The and functions used by ReBorn are different from ReDo. As it is written in lines 226-227, is an identity function used for the agent network, and is applied for the mixing network through weight-sharing among over-active and dormant neurons. ReBorn perturbs the parameters of the mixing network rather than the agent network, thanks to the discovery that there exist few dormant neurons in the agent network. For ReBorn, as the agent network is not perturbed, the local ranking of action is not changed, so does the global ranking of actions for a monotonic mixer. We have stated in line 287 and 289 that, if we applied the ReBorn function to the agent network, the KI principle will be violated, and lead to poor performance in Section 6.4.1 (Figure 7).
We sincerely thank all reviewers for their insightful comments and valuable feedback. The reviewers acknowledge our work as novel (KvCg, JB6L, WpXH), important (hhg9, JB6L), significant outside the specific problem setting (hhg9), theoretical contributions (KvCg, JB6L, WpXH), good empirical results (hhg9, JB6L, WpXH). We will incorporate the suggestions and address the concerns in the new version of our work. We have conducted 56 additional experiments to address the comments, and their results are included in the response PDF. We describe the figures as follows.
Experimental Results
Fig. 1: We have re-designed the figure and improved its caption to make it more readable.
Fig. 2: Comparing ReBorn with more new baseline[1][2], Reset, ReDo. The experimental results show that ReBorn performs better than them.
Fig. 3: The MSE Loss for fitting a simple Mixing Network increases with an increasing number of Dormant Neurons. We have improved the legend and the caption of the figure to enhance readability.
Fig. 4: Replacing the weight scaling strategy used in ReBorn with an average weight sharing strategy. The experimental results indicate that the weight scaling strategy performs better.
Fig. 5: Hyper-parameter tuning for the ReDo method. These Hyper-parameters exhibit similar performance.

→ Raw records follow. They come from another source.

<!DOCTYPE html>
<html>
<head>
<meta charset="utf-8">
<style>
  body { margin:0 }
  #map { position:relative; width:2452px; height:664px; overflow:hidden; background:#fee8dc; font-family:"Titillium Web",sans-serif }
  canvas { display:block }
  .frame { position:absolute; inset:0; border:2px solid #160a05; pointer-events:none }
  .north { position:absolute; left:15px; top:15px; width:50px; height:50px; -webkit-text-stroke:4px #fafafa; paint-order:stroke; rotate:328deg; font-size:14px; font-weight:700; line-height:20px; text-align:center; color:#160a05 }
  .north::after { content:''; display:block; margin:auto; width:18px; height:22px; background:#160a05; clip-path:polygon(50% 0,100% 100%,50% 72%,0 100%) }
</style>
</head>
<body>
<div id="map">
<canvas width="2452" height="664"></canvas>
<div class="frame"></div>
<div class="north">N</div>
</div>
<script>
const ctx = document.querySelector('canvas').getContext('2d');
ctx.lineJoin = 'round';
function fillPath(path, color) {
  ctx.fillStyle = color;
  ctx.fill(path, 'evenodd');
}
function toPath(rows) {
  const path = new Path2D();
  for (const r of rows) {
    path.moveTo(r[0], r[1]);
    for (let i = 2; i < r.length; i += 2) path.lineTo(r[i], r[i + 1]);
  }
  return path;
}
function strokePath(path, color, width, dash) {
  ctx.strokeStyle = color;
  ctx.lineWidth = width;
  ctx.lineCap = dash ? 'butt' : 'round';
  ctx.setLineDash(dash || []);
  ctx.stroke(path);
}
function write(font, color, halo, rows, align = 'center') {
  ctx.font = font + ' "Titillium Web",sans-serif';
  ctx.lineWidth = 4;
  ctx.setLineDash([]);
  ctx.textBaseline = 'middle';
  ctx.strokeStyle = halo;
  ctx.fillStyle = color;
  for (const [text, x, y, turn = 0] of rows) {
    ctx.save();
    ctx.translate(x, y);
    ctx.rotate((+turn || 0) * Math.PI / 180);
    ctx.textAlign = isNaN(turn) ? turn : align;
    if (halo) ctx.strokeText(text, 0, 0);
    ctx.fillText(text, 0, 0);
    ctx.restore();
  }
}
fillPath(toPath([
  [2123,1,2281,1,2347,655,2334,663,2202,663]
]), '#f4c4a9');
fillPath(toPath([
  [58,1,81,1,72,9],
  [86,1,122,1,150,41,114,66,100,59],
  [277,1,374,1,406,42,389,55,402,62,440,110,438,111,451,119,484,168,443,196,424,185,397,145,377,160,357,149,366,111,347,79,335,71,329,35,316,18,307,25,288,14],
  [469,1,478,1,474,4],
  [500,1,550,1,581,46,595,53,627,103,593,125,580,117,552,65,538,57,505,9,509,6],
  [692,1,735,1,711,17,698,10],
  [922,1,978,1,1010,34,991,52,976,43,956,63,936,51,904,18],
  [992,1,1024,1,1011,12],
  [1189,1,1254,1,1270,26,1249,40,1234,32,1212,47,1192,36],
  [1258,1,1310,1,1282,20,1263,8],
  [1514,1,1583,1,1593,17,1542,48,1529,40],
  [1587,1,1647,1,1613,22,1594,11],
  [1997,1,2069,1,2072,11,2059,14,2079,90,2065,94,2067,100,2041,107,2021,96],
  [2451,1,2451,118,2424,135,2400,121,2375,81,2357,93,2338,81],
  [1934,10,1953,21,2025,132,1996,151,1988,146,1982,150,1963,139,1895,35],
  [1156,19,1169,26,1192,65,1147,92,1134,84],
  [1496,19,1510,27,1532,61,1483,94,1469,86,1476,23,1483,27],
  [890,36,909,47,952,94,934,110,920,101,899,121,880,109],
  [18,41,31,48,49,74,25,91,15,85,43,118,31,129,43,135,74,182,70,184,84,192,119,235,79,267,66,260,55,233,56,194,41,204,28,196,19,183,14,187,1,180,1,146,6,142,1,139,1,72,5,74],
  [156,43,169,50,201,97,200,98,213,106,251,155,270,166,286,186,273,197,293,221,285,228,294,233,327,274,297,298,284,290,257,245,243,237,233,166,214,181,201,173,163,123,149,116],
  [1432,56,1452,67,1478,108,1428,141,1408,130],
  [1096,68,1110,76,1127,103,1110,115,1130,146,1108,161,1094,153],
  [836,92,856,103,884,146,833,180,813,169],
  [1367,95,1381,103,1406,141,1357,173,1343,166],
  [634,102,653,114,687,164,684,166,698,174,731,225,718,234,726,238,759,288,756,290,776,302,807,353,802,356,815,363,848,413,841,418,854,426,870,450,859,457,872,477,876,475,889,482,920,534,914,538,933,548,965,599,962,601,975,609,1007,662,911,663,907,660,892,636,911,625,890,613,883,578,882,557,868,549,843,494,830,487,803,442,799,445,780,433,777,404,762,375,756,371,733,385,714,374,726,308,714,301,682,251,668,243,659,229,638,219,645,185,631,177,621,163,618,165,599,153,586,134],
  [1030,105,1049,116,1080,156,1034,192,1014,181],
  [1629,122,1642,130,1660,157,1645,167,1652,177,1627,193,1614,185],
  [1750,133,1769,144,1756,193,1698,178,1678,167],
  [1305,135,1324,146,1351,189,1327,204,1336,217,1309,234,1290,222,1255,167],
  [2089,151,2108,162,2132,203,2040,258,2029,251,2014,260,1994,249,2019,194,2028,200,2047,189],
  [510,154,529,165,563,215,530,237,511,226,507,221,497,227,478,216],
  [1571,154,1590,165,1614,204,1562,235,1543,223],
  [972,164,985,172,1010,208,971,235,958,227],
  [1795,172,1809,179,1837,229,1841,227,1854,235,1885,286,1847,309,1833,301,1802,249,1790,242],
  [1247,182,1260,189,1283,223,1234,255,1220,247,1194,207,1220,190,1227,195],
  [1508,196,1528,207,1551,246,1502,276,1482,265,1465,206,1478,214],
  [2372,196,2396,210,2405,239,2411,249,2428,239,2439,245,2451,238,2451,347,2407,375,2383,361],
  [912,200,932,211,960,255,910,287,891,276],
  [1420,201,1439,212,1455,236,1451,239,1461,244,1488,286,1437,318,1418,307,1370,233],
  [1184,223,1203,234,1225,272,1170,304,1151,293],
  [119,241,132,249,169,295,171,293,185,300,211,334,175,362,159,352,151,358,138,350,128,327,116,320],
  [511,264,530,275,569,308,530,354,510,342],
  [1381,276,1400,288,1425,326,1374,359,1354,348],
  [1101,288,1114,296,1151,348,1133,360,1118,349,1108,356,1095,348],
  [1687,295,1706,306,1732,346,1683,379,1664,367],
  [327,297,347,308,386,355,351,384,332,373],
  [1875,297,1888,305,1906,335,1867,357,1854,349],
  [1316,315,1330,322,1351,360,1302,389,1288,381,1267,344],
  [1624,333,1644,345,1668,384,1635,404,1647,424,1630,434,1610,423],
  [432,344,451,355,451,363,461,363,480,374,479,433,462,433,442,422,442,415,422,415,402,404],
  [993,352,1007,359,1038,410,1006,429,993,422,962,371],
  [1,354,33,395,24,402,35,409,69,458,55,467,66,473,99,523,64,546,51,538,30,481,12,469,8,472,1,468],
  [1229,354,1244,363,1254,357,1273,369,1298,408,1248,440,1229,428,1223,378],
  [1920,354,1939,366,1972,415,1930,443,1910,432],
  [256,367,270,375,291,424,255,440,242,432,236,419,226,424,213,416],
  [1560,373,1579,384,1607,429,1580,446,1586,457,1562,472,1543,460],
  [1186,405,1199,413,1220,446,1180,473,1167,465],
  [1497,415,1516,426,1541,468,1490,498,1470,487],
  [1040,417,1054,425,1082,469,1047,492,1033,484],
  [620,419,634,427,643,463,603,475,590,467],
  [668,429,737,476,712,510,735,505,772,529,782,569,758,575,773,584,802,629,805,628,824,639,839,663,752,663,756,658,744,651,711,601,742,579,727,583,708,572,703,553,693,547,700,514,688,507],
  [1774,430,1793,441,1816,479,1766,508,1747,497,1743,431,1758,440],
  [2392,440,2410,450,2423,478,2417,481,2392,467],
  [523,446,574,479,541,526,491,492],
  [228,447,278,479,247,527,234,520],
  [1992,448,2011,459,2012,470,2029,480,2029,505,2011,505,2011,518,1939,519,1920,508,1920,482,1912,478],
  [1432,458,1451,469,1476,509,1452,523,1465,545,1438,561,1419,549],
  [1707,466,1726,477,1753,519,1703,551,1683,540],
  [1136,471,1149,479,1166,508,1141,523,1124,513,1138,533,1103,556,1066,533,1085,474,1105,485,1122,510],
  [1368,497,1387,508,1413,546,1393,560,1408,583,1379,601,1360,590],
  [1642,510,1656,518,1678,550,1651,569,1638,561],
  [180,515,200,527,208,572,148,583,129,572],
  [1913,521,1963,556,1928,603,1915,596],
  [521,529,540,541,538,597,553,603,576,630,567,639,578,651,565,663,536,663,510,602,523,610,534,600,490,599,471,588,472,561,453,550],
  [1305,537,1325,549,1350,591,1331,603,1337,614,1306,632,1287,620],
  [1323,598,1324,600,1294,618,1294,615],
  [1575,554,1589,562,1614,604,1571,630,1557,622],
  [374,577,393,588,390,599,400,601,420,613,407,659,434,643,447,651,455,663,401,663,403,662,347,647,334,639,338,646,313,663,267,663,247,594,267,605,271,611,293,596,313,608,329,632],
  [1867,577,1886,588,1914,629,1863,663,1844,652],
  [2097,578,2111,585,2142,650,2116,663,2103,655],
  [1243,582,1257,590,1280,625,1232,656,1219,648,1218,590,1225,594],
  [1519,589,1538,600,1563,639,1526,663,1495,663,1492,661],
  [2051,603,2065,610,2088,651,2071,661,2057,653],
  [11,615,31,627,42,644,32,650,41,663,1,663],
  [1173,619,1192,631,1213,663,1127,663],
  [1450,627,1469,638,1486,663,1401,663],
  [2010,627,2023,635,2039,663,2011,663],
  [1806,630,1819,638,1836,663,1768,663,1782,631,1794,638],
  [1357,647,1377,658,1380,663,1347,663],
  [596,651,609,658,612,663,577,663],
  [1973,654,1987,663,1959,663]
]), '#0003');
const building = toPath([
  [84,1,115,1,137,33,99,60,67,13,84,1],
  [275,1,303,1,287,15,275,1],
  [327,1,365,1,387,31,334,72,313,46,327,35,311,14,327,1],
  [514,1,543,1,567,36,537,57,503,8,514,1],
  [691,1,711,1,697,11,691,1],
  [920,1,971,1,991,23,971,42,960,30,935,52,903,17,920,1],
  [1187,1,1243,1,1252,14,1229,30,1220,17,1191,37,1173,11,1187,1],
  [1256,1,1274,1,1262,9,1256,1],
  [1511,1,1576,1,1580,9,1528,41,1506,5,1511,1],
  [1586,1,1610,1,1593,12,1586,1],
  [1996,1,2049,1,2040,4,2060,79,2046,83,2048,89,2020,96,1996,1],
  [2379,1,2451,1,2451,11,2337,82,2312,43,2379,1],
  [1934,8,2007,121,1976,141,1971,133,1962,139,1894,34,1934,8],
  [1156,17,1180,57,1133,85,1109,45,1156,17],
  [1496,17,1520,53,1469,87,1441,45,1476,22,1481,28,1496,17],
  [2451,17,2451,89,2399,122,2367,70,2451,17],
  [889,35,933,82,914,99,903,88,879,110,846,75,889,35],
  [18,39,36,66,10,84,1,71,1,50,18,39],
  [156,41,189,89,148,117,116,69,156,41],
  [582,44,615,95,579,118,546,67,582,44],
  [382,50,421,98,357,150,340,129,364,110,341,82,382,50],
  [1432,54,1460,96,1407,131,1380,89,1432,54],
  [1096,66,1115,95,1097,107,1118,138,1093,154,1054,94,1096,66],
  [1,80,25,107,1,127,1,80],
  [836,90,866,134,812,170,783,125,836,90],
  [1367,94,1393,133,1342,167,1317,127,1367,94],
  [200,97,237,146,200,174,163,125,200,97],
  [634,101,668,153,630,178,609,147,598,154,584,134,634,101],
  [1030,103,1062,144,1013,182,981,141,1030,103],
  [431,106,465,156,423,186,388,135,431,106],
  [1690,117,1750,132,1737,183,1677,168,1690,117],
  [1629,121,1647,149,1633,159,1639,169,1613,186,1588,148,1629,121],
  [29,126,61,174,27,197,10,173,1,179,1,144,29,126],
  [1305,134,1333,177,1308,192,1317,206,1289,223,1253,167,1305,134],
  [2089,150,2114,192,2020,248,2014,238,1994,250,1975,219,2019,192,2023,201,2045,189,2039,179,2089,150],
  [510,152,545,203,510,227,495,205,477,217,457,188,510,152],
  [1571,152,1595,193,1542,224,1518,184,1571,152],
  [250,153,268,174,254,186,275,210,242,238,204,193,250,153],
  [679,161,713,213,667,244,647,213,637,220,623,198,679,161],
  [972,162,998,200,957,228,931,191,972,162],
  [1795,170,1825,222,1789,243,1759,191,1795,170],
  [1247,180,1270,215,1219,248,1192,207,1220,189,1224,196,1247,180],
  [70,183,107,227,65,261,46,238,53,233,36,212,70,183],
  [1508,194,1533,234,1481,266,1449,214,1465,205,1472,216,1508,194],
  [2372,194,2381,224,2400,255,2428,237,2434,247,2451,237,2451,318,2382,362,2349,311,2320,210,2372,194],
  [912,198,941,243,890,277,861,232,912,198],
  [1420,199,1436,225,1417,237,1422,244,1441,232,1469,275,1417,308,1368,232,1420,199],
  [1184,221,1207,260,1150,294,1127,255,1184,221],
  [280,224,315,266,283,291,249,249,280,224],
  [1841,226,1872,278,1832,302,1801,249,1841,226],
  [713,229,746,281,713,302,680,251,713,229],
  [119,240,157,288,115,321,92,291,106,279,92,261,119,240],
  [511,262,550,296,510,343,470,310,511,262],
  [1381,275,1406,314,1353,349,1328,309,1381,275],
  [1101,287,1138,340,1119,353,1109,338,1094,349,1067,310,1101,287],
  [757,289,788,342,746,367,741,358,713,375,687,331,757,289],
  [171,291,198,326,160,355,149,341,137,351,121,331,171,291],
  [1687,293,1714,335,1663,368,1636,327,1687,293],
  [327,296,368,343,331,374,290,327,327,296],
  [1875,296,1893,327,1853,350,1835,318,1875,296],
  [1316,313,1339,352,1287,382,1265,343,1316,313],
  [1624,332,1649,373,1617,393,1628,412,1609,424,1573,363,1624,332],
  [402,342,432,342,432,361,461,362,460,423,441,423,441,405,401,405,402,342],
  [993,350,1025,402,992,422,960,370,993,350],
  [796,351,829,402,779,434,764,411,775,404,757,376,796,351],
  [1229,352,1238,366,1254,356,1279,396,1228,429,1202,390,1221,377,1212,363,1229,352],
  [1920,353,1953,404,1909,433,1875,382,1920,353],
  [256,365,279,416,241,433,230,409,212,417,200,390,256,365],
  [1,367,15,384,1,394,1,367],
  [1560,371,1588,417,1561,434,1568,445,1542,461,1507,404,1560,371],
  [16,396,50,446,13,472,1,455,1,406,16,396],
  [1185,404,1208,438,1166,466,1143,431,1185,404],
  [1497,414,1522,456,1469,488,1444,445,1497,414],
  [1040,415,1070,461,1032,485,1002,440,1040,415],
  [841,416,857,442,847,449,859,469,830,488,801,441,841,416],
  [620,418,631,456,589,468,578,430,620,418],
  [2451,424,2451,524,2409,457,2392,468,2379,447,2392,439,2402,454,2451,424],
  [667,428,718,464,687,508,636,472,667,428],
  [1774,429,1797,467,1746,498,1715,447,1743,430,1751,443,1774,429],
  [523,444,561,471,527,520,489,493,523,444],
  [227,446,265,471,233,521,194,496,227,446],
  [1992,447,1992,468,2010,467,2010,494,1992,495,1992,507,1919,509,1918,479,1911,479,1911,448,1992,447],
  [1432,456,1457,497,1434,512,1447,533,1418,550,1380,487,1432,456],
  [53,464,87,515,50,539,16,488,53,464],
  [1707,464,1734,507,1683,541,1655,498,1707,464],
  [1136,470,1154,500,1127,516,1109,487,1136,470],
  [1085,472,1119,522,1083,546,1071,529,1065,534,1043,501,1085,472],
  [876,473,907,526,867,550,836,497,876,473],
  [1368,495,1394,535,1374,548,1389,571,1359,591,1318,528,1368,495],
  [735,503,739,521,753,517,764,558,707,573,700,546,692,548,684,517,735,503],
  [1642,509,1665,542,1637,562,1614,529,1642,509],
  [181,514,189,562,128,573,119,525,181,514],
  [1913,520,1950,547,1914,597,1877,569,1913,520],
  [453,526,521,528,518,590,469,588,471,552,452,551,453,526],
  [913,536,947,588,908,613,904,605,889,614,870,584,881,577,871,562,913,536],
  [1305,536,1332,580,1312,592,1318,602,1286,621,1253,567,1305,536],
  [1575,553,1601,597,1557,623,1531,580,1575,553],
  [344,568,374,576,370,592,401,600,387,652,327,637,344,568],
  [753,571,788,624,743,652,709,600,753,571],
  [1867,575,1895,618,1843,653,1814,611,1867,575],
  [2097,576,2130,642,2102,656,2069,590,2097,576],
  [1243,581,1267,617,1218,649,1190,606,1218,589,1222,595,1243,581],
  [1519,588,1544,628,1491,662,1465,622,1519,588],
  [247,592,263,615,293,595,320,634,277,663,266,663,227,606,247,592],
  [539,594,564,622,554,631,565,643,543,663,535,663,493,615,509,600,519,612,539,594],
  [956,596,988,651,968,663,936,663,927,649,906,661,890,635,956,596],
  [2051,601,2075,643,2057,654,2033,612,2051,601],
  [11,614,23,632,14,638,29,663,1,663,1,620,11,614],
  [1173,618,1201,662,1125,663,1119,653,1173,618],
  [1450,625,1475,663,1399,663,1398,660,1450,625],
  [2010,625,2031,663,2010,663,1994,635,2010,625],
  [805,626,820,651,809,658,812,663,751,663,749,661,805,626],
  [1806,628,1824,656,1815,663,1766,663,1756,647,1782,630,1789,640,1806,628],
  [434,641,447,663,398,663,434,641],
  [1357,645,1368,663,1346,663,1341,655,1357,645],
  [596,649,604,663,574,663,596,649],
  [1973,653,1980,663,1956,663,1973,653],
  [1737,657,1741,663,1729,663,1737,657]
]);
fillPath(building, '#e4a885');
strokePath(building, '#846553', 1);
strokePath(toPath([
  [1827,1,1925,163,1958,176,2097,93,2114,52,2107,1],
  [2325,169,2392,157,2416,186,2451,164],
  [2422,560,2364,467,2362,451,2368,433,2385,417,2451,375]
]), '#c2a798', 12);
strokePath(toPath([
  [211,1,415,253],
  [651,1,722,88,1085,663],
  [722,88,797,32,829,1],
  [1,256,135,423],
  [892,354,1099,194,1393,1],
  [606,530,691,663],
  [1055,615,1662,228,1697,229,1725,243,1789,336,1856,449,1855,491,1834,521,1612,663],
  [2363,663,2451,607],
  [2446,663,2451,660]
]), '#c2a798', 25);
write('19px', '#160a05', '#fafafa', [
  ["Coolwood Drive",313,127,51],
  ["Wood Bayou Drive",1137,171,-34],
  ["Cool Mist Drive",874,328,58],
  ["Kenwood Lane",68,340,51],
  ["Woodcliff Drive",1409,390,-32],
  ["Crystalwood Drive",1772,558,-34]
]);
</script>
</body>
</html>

Fig. 6: Applying ReBorn to the critic network in MADDPG and MAPPO. ReBorn can reduce the dormant ratio of the critic network and improve its performance as well.
References
[1] D'Oro et al., Sample-Efficient Reinforcement Learning by Breaking the Replay Ratio Barrier, ICLR, 2023
[2] Yang et al., Sample-Efficient Multiagent Reinforcement Learning with Reset Replay, ICML, 2024
This paper studies the dormant neuron phenomenon in value factorization of multi-agent reinforcement learning (MARL) and finds that the dormant neurons negatively affect the learning process. With observing that dormant neurons correlate with the existence of overweight neurons, the authors propose ReBorn that transfers the weights from overweight neurons to dormant neurons with some theoretical analysis and promising empirical results. Overall, the story path of this paper is interesting, and the proposed method is important for making CTDE MARL methods more effective. During the rebuttal phase, the authors provided satisfactory responses to ease the concerns of the reviewers. As a result, I recommend acceptance of this paper.